John is 38. His AGI is $43,000. He puts $5,000 into this IRA in 2012. How much will his credit be?

Jane is 19. Her AGI is $4,000. She paid $600 in tuition expenses. Her mother is claiming her. What sort of education credits are available to her?

Or maybe you have a chart of information (age, AGI, itemized deductions, etc) in which you had to click the appropriate fields relevant to the question.

Jim wants to know if he can deduct his unreimbursed employee expenses. What information do you need to answer his question?

Age AGI StandardDeduction IRA Contributions Dependents FilingStatus

But these are just the questions. The game needs gameplay.

CPA. A time management game, in which you have to get as many people through as possible? Penalties for wrong answers, bonuses for uninterrupted correct filings. If you take too long, you have to stay overtime and your wife leaves you, or the client gets fed up and walks out.

Client. Scam the IRS as much as you possibly can, without going overboard. Avoid the obvious errors. Conjure up “receipts” for everything.

Client. It’s February 1st, and the days are winding down. The CPA is rapid-fire asking for random pieces of info. Scrounge through the desk? Go online? Ask the broker? Whoo! Made it just in time. And then uh-oh. Random audit!

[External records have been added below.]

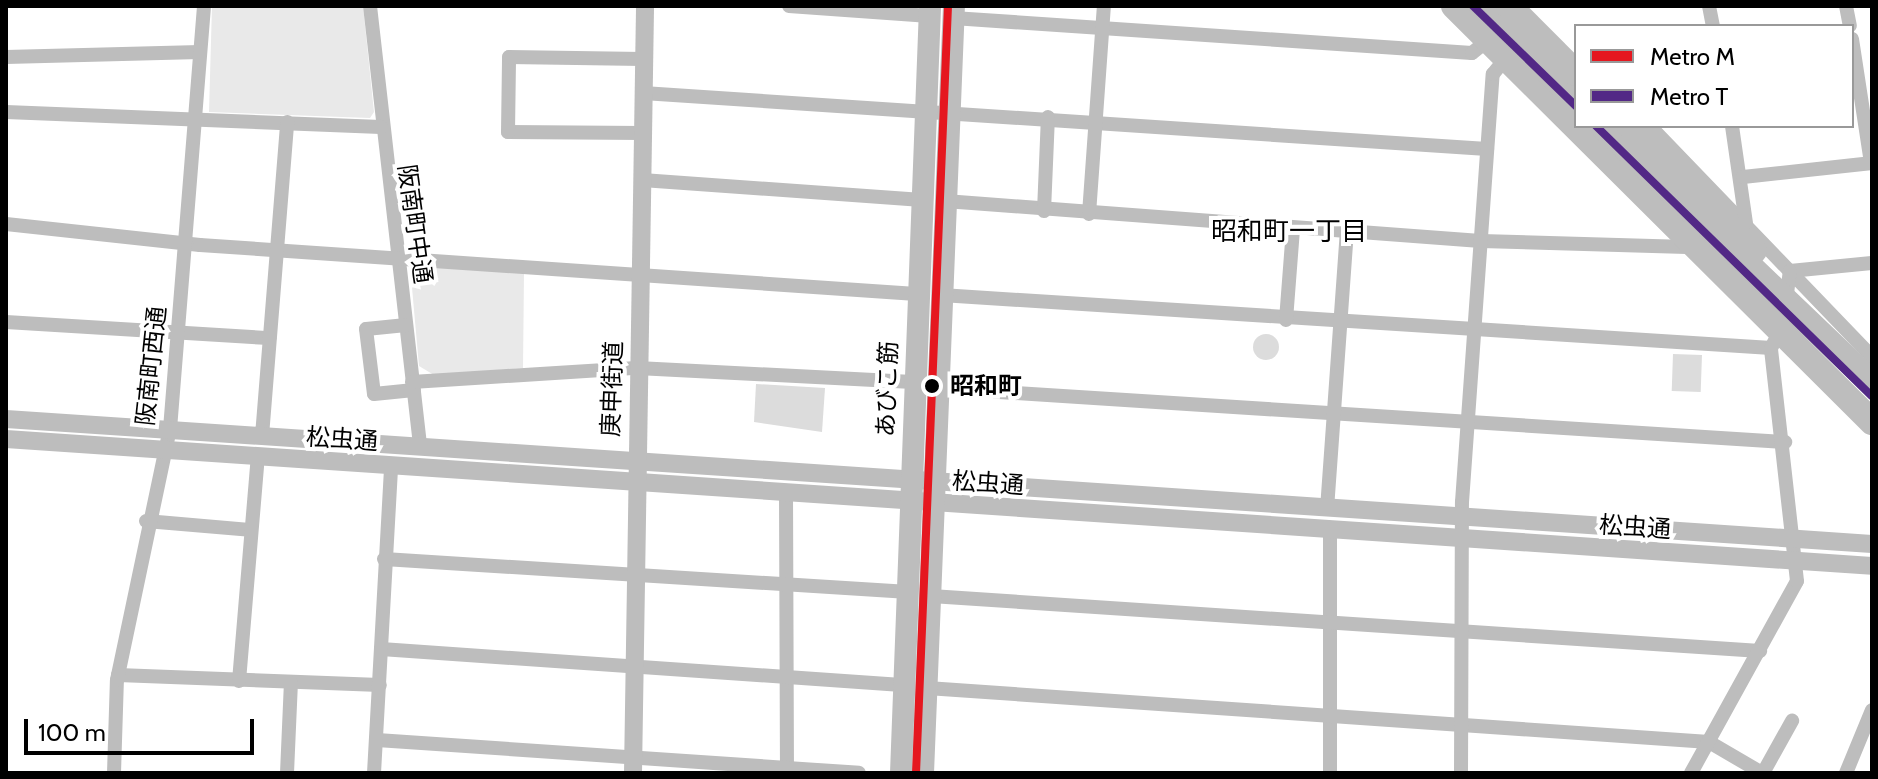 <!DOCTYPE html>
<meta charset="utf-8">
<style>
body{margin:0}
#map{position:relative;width:1878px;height:779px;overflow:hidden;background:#fff;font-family:Cabin,"Noto Sans JP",sans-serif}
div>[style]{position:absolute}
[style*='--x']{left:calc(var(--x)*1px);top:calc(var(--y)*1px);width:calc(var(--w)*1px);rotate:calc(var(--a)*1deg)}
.green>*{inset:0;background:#e9e9e9}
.building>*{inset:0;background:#dcdcdc;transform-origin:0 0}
.round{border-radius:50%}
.minor>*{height:14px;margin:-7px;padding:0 7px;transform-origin:7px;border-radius:7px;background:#bdbdbd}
.tertiary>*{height:18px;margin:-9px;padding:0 9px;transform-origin:9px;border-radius:9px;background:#bdbdbd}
.primary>*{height:22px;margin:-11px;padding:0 11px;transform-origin:11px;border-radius:11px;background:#bdbdbd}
.motorway>*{height:26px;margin:-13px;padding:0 13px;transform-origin:13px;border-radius:13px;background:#bdbdbd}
.metro-1>*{height:8px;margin:-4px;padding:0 4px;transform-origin:4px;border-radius:4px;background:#e5171f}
.metro-2>*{height:8px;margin:-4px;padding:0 4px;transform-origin:4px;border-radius:4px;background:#522886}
.dots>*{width:22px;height:22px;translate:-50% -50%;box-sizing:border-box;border:4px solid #fff;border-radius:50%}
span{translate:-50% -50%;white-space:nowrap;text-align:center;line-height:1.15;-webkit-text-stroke:8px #fff;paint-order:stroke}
.street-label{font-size:24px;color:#000}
.stop-label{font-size:24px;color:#000;font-weight:700}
.left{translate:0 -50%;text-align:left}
.neighbourhood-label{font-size:26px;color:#000}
.frame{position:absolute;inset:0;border:8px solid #000;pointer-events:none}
.legend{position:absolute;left:1574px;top:24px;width:280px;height:104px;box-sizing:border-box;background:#fff;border:2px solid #999;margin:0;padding:10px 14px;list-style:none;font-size:24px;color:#000}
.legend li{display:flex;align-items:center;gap:16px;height:40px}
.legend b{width:40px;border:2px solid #999}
.scale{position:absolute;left:24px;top:719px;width:230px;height:36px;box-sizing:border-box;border:4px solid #000;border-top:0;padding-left:10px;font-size:24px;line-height:28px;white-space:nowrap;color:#000;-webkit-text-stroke:6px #fff;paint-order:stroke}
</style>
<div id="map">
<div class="green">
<div style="clip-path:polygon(212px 6px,363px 6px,374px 112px,370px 118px,209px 112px)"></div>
<div style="clip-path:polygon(410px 265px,524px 273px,523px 368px,434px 375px,419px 366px)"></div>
</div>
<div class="building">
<div class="round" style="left:1253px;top:334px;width:26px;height:26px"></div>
<div style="left:1673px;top:354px;width:29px;height:37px;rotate:2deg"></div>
<div style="clip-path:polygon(756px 384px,825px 388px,822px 432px,754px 422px)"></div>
</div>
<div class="minor">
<div style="--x:370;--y:6;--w:444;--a:83.5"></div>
<div style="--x:789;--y:6;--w:141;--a:4.1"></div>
<div style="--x:1709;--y:6;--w:20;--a:79"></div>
<div style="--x:1846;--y:6;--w:20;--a:79"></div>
<div style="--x:953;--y:18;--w:520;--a:3.86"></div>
<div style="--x:1472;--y:53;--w:14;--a:-39"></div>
<div style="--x:1852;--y:39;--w:125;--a:81.3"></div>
<div style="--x:6;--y:57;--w:194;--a:-1.5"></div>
<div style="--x:643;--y:93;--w:846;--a:3.8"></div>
<div style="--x:6;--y:112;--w:375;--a:2.3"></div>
<div style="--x:1650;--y:126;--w:320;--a:46.1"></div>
<div style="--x:1732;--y:126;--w:98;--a:81.8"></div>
<div style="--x:643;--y:133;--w:135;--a:-179.6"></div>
<div style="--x:508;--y:132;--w:75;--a:-89.2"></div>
<div style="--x:509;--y:57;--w:134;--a:0.9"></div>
<div style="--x:1743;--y:177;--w:130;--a:-6.2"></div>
<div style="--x:642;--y:180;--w:281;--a:4.1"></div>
<div style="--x:945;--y:201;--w:537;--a:4.27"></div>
<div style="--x:1481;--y:241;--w:206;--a:1.7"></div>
<div style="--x:1044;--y:211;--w:94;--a:-87.6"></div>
<div style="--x:1089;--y:214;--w:209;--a:-85.9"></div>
<div style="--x:6;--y:224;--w:195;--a:6.2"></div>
<div style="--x:200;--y:245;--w:718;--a:3.91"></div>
<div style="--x:1790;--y:271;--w:82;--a:-5.6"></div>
<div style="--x:941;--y:295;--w:832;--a:3.65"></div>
<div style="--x:1771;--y:348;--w:24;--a:-62"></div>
<div style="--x:1786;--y:302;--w:31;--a:-83"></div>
<div style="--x:1286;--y:320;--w:92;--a:-85.6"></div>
<div style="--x:6;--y:322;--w:264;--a:3.5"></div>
<div style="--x:406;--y:325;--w:40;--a:174.3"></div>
<div style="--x:366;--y:329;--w:65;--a:83"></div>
<div style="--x:374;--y:394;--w:40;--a:-5.7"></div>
<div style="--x:412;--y:382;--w:225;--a:-3.6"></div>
<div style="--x:637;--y:368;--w:276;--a:2.9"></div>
<div style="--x:936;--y:388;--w:851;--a:3.64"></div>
<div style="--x:262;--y:436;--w:315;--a:-85.4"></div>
<div style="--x:786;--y:492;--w:281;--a:89.8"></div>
<div style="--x:1327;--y:509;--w:278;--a:-85.9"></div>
<div style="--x:146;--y:521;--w:104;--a:4.9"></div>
<div style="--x:1330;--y:530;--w:243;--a:90"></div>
<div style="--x:384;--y:559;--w:526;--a:3.6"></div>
<div style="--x:931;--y:596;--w:831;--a:3.8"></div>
<div style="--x:381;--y:649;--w:522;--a:3.95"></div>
<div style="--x:118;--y:675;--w:262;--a:2.2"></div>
<div style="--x:239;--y:681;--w:226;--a:-85.2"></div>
<div style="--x:927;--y:688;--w:784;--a:3.95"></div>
<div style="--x:1709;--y:742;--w:61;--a:30.3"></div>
<div style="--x:377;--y:740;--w:483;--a:3.9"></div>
<div style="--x:114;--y:773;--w:93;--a:-88.2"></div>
<div style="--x:117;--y:680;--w:257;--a:-78.1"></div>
<div style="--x:170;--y:429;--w:424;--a:-85.4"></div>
<div style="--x:287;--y:773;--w:90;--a:-87.5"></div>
<div style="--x:374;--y:773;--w:306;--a:-86.8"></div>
<div style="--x:1461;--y:773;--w:271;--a:-89.8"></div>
<div style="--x:1462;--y:502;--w:429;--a:-85.9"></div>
<div style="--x:1493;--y:74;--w:13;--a:-51"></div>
<div style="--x:1691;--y:773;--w:219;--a:-61.1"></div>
<div style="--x:1797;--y:581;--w:234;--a:-96.4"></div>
<div style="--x:1763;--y:773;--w:60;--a:-60.9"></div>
<div style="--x:1846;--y:773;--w:68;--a:-67.6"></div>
</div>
<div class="tertiary">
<div style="--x:6;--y:419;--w:1870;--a:3.83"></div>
<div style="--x:6;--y:439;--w:1870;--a:3.89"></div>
<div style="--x:633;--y:773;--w:767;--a:-89.1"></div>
</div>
<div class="primary">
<div style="--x:901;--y:773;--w:768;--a:-87.83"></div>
<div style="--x:923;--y:773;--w:768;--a:-87.69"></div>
</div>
<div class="motorway">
<div style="--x:1454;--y:6;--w:590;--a:44.86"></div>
<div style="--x:1482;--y:6;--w:133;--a:45"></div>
<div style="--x:1509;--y:6;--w:95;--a:45"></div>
<div style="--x:1603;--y:126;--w:372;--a:43.7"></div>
<div style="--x:1630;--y:126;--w:176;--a:45.2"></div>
</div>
<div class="metro-1">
<div style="--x:916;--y:773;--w:768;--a:-87.61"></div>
</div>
<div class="metro-2">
<div style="--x:1473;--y:6;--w:144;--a:44.2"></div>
<div style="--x:1596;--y:126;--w:386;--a:44.4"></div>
</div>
<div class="dots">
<div style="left:932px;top:386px;background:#000"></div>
</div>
<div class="street-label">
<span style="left:415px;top:224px;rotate:82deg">阪南町中通</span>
<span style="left:151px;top:366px;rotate:-84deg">阪南町西通</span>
<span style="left:612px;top:389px;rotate:-88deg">庚申街道</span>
<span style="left:887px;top:389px;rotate:-88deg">あびこ筋</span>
<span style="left:342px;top:439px;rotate:4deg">松虫通</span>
<span style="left:988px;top:483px;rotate:4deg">松虫通</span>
<span style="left:1635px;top:527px;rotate:4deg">松虫通</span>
</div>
<div class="stop-label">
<span class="left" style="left:950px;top:386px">昭和町</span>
</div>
<div class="neighbourhood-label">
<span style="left:1289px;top:232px">昭和町一丁目</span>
</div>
<div class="frame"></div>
<ul class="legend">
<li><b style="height:10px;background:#e5171f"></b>Metro M</li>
<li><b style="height:10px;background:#522886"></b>Metro T</li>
</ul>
<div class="scale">100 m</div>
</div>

IRS Agent. You must base your questions off of what the taxpayer filed. You can only ask for so many things before your boss wants it done. What looks fishy? What will be impossible to prove? Will anything take up too much of your time?

Eh. These all sound stupid.

Upsetting the System

New game idea: F2P MMO (overbloated already!) in which all cosmetic items are free, but the gameplay is going to cost you. You can /walk, /talk, and /attack, but anything else costs real-world money. /jump is $1. Special attacks are $3 apiece. $20 to fly. Dungeons, lands, weapon proficiencies. Money, money, money. Because why should the people who like to look pretty front the costs of everything?